> _ASSIGNMENT_
Whenever a line of the data below holds the string "aside", copy that line.

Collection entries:
━━━━━━━━━━━━━━━━
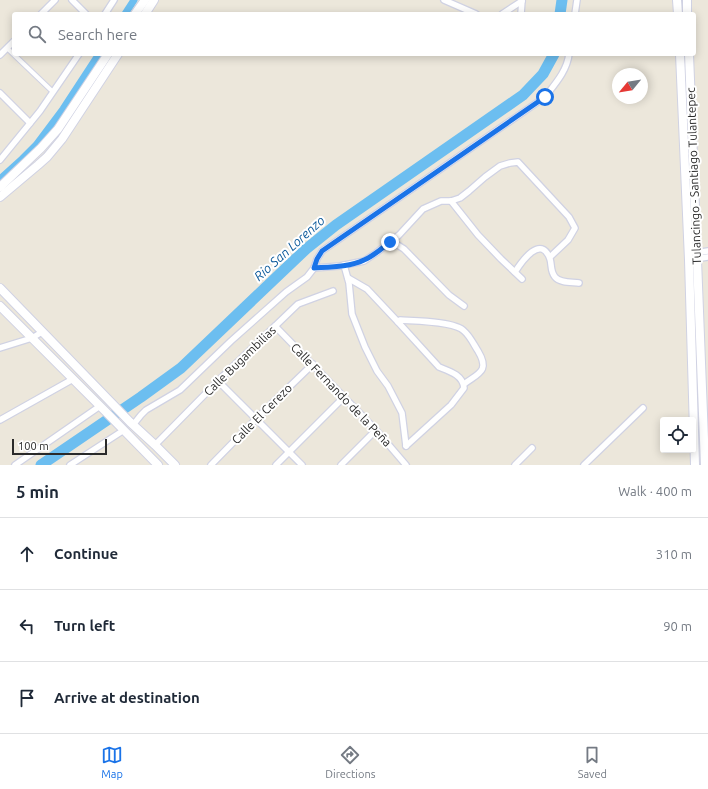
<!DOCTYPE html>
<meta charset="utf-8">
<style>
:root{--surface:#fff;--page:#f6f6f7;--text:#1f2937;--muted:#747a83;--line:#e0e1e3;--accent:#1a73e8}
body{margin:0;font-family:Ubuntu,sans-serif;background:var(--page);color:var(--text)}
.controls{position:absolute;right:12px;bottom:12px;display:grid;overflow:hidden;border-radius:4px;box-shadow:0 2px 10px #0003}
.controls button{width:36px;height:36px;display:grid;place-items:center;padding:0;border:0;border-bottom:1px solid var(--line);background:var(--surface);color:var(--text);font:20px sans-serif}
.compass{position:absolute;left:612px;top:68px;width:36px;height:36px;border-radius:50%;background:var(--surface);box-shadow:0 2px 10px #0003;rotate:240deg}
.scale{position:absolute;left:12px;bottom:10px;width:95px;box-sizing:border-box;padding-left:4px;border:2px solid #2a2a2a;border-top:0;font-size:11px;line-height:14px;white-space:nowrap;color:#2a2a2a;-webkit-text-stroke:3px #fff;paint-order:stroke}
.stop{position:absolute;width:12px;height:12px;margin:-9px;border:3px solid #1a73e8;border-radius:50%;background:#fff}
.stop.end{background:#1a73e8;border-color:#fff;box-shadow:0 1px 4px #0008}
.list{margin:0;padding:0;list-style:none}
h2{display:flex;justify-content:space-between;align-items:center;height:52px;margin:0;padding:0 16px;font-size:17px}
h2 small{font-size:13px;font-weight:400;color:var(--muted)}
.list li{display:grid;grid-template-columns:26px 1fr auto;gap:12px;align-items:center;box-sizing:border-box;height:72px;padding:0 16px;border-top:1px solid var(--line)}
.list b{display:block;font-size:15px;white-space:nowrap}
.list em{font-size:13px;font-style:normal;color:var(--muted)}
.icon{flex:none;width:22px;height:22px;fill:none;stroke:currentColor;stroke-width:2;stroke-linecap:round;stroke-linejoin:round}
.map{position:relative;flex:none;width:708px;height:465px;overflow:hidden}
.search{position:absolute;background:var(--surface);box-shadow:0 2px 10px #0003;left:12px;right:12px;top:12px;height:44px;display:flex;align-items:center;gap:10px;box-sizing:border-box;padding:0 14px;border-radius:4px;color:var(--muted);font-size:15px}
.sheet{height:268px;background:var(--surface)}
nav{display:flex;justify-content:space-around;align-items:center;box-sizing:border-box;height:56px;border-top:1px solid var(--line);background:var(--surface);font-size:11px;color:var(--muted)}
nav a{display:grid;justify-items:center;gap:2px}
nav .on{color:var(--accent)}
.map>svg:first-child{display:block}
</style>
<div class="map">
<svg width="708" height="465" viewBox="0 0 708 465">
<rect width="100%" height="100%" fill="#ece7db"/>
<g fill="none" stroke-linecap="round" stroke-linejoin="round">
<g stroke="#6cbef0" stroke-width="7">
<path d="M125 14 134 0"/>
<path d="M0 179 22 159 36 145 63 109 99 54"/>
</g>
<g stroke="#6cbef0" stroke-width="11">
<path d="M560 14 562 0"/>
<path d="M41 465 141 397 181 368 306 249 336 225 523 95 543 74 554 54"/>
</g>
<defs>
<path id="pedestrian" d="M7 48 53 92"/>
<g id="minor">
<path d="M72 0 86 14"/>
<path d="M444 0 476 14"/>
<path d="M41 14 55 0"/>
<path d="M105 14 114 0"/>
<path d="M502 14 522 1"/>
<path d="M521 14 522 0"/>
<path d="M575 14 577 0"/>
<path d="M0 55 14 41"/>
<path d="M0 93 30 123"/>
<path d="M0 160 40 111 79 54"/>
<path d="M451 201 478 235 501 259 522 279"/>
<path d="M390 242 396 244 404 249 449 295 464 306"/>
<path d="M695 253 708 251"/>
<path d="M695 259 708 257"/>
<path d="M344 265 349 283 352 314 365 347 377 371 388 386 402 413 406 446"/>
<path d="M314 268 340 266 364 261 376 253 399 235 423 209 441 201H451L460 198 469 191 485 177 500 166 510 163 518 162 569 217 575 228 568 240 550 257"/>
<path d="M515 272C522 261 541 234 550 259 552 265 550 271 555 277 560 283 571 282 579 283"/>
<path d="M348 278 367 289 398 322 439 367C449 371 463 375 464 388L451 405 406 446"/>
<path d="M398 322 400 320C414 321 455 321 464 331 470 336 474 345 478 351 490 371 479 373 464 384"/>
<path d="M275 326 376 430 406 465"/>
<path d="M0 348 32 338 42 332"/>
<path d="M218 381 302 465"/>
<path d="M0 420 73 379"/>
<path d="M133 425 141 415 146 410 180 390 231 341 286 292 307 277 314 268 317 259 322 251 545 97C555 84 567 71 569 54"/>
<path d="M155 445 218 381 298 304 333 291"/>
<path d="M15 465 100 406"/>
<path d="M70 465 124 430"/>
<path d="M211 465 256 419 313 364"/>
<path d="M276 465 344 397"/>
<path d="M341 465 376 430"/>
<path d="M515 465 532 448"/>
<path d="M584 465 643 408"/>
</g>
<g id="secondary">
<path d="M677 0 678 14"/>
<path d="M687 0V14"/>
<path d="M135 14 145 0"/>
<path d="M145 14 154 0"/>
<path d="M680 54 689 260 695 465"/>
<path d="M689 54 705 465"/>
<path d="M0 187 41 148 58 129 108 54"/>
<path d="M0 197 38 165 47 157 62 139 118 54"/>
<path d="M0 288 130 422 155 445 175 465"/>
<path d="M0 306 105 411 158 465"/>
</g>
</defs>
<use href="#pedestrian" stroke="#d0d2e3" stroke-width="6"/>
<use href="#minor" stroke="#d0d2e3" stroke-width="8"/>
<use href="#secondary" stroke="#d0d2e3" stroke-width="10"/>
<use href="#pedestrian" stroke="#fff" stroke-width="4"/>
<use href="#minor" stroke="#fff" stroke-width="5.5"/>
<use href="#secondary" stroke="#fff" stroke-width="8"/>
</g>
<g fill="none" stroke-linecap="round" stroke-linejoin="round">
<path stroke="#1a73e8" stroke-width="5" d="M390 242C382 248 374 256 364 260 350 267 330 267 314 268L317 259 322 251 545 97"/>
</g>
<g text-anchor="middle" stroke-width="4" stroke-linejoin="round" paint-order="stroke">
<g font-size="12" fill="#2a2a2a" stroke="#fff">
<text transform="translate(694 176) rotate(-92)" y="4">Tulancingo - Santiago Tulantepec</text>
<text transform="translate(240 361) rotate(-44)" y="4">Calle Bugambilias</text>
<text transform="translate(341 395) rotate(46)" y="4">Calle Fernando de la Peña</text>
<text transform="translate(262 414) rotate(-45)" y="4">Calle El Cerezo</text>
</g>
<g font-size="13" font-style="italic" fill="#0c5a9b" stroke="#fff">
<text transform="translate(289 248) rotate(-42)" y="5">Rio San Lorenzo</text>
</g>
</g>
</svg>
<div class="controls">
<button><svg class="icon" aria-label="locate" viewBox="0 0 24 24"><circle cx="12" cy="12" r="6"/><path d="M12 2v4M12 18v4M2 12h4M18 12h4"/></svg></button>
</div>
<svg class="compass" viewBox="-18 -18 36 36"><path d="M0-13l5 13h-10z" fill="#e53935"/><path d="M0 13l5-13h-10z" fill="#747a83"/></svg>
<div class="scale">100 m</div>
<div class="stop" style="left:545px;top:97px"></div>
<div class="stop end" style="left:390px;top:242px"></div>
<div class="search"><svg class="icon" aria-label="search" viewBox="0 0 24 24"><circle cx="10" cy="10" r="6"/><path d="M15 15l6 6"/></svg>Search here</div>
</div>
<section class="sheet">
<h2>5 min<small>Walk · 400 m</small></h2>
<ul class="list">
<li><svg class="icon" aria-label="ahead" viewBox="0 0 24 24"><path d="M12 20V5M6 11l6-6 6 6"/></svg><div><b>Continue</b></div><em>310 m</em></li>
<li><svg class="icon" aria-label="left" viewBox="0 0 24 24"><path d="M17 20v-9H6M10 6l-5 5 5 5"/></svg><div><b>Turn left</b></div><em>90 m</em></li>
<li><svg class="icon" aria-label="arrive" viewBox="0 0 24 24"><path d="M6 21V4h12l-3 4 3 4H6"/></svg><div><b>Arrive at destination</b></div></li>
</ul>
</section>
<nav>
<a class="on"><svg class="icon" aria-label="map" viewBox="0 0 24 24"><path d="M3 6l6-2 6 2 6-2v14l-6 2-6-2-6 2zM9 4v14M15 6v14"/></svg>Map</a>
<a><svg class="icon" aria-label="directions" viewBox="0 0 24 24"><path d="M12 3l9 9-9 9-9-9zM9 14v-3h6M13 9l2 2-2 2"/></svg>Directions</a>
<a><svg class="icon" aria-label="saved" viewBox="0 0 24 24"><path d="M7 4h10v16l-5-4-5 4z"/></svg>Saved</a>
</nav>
━━━━━━━━━━━━━━━━
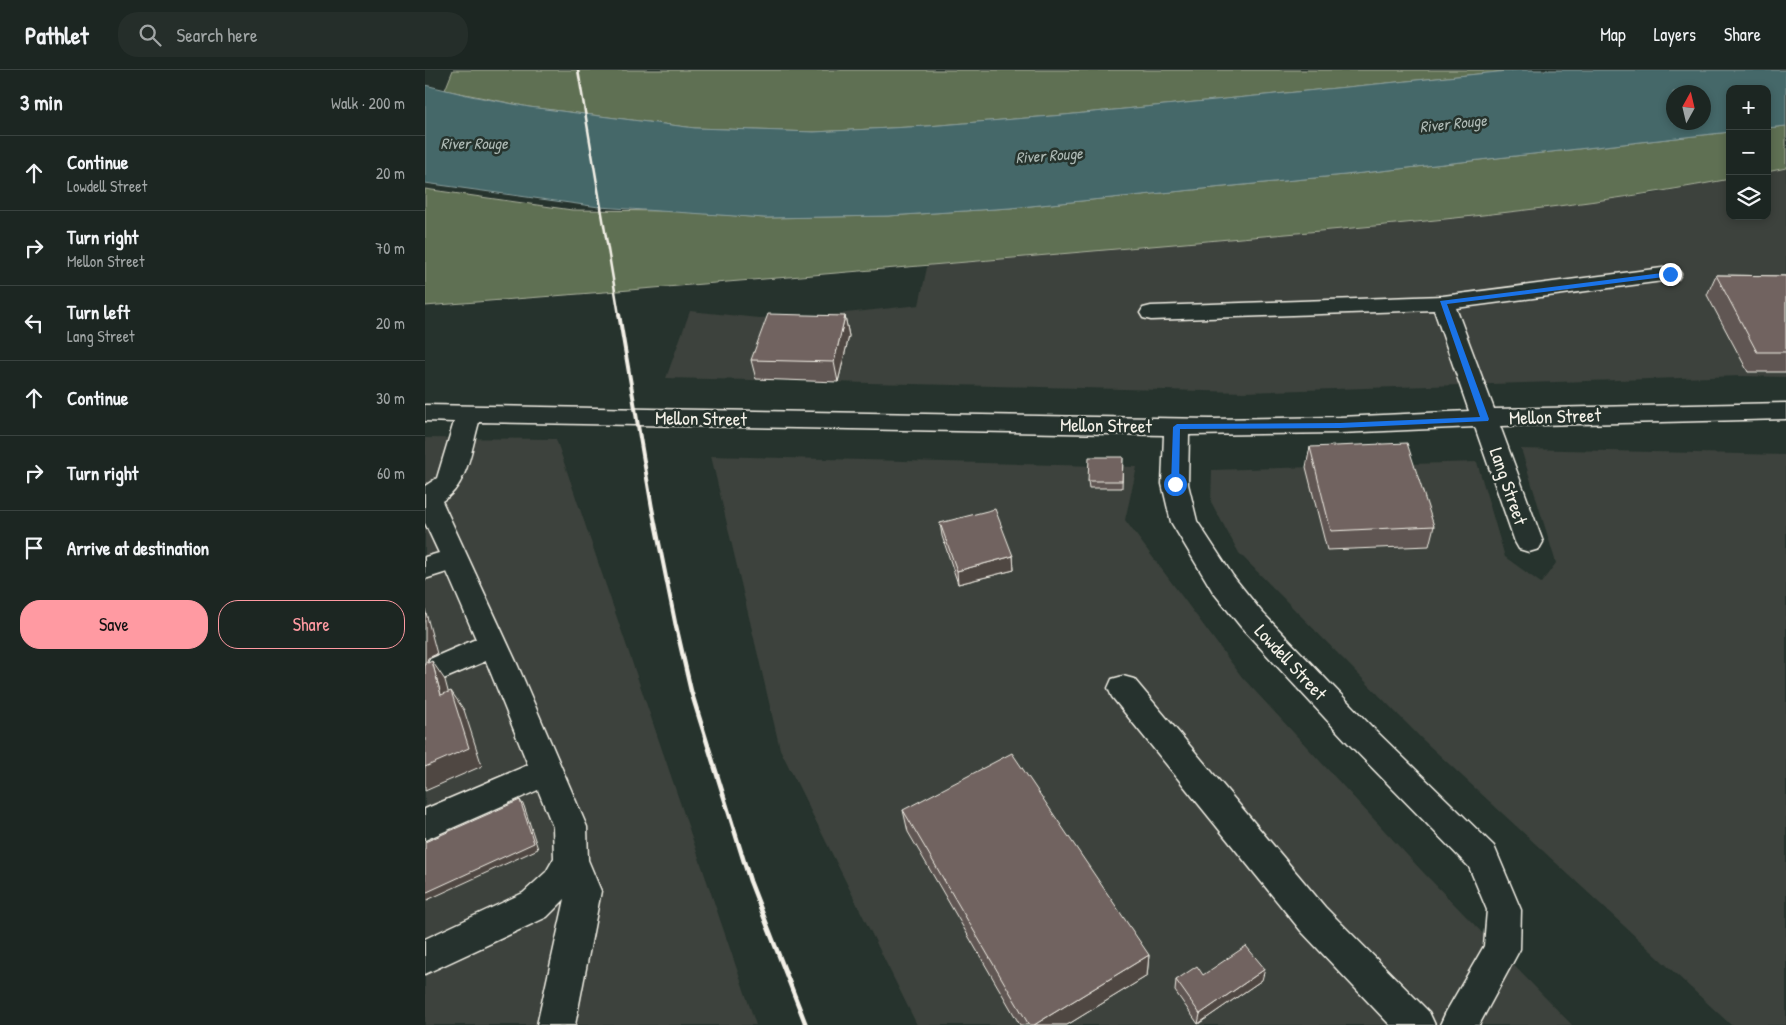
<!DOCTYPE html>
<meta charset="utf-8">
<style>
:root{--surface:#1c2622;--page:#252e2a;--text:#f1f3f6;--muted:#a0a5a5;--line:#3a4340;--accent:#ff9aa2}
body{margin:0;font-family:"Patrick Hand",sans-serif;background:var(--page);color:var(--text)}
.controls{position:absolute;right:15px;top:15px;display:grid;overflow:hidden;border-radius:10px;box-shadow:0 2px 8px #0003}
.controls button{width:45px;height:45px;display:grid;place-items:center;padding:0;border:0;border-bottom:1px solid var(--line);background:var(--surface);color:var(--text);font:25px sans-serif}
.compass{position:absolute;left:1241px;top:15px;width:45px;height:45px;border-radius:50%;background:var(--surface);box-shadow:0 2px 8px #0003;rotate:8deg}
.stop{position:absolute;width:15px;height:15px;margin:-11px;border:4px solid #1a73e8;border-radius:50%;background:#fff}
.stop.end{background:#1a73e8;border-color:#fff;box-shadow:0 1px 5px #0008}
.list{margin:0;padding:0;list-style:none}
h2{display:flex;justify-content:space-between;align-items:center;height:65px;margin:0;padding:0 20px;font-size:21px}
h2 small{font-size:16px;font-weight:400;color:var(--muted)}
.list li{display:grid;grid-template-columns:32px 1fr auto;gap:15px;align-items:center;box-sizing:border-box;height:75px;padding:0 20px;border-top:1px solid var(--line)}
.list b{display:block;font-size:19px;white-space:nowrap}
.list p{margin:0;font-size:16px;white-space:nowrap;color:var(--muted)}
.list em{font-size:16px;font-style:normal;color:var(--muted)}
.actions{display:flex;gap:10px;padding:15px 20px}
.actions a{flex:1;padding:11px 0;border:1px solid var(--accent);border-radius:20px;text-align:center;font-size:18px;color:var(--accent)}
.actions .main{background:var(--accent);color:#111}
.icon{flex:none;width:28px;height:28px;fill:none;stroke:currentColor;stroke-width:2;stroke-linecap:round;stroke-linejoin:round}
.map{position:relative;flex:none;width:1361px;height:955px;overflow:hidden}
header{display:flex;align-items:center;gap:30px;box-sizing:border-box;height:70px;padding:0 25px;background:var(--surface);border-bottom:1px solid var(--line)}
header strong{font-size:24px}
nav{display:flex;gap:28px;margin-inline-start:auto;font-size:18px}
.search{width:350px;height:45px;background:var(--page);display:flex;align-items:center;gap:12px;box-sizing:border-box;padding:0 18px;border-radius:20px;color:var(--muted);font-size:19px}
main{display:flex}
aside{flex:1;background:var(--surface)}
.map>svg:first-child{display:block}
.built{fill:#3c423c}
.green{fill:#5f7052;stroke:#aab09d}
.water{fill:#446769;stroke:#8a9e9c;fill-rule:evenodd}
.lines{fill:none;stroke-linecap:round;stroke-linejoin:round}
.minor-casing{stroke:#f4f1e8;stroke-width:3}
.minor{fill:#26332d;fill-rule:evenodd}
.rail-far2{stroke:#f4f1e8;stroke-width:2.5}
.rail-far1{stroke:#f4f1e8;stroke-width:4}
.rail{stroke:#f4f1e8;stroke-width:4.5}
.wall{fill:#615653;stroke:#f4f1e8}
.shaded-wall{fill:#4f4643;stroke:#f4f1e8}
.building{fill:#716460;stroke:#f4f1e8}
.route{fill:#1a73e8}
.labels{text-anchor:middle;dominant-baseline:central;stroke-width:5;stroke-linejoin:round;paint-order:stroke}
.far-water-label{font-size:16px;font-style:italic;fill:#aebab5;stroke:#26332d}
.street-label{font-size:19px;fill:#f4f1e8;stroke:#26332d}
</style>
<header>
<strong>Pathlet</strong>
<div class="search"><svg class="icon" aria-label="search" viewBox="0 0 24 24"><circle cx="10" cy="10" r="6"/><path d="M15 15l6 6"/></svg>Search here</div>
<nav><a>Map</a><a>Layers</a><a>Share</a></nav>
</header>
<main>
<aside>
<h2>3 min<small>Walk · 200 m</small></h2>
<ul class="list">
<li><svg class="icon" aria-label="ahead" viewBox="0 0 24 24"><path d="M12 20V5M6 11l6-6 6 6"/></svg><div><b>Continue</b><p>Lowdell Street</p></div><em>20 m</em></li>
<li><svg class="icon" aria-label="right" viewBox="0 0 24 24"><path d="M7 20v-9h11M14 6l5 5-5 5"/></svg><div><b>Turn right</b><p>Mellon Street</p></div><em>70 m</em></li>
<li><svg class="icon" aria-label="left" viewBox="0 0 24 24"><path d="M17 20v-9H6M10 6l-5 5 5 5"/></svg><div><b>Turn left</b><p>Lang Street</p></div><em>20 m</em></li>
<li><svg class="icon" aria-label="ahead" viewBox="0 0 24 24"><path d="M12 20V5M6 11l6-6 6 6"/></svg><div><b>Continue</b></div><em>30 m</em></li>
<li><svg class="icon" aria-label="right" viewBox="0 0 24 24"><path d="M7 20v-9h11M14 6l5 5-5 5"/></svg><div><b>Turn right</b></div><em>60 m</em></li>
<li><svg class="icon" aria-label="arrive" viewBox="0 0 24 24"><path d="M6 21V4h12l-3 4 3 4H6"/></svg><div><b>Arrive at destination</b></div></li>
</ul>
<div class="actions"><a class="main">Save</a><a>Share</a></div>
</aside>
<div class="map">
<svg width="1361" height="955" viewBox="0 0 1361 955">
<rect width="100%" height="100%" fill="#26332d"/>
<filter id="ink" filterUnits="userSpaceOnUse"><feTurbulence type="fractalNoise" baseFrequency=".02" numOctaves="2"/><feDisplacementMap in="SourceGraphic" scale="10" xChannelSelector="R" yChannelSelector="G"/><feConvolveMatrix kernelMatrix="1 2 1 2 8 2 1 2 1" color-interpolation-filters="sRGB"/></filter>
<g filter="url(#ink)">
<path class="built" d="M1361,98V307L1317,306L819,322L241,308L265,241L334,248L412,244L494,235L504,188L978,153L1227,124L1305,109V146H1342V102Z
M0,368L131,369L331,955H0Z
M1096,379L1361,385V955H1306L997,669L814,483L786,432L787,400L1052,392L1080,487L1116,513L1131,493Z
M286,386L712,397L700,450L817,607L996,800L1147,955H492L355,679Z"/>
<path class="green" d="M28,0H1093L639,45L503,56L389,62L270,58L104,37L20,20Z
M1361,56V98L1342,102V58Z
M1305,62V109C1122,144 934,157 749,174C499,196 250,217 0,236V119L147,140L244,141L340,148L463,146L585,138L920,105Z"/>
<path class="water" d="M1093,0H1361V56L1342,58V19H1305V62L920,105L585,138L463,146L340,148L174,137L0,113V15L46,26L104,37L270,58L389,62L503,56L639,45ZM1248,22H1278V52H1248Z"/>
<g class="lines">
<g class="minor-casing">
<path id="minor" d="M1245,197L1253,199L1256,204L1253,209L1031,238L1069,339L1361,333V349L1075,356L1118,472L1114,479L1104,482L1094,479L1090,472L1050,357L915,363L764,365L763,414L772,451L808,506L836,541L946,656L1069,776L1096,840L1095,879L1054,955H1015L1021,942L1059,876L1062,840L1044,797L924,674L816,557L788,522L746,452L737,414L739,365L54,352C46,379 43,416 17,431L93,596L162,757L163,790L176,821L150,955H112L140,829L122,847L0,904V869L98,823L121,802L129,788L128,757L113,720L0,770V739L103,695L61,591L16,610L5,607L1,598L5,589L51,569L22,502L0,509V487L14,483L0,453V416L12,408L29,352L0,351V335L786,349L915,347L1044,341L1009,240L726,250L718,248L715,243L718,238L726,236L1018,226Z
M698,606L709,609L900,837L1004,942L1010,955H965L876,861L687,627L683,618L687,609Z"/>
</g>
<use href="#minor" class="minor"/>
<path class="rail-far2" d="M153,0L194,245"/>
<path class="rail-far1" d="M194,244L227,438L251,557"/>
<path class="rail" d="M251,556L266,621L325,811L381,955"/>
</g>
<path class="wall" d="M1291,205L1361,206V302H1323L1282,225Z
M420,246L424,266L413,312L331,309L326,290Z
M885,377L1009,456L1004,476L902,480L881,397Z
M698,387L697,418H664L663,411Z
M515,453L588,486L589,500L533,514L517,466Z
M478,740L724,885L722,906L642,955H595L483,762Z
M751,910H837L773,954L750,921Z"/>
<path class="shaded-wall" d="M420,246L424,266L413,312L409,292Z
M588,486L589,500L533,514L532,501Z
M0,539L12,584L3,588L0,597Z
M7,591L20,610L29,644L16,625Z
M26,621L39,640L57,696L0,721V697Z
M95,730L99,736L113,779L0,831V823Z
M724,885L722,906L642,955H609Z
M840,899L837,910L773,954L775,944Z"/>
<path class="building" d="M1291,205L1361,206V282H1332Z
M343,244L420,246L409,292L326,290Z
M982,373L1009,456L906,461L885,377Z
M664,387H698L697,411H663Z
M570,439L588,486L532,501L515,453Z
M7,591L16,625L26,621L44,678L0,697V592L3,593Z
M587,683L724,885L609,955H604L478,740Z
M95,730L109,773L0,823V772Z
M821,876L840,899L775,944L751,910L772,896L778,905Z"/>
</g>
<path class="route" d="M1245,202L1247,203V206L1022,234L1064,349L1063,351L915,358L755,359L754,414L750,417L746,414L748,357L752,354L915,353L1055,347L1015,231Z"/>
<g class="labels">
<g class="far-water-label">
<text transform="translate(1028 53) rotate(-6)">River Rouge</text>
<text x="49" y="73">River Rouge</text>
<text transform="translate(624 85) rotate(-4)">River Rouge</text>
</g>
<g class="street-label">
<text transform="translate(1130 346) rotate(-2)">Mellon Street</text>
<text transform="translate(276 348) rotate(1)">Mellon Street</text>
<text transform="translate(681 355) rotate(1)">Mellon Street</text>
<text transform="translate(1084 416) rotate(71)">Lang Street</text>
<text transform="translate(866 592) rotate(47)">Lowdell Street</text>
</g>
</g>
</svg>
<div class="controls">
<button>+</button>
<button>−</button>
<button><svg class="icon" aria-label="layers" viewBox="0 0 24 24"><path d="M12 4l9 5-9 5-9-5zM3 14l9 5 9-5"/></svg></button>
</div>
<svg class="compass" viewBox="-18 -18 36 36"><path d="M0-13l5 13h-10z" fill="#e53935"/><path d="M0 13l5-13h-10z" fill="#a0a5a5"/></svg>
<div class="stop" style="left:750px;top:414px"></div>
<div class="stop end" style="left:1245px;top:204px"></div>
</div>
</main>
━━━━━━━━━━━━━━━━
> _ANSWER SPACE_
aside{flex:1;background:var(--surface)}
<aside>
</aside>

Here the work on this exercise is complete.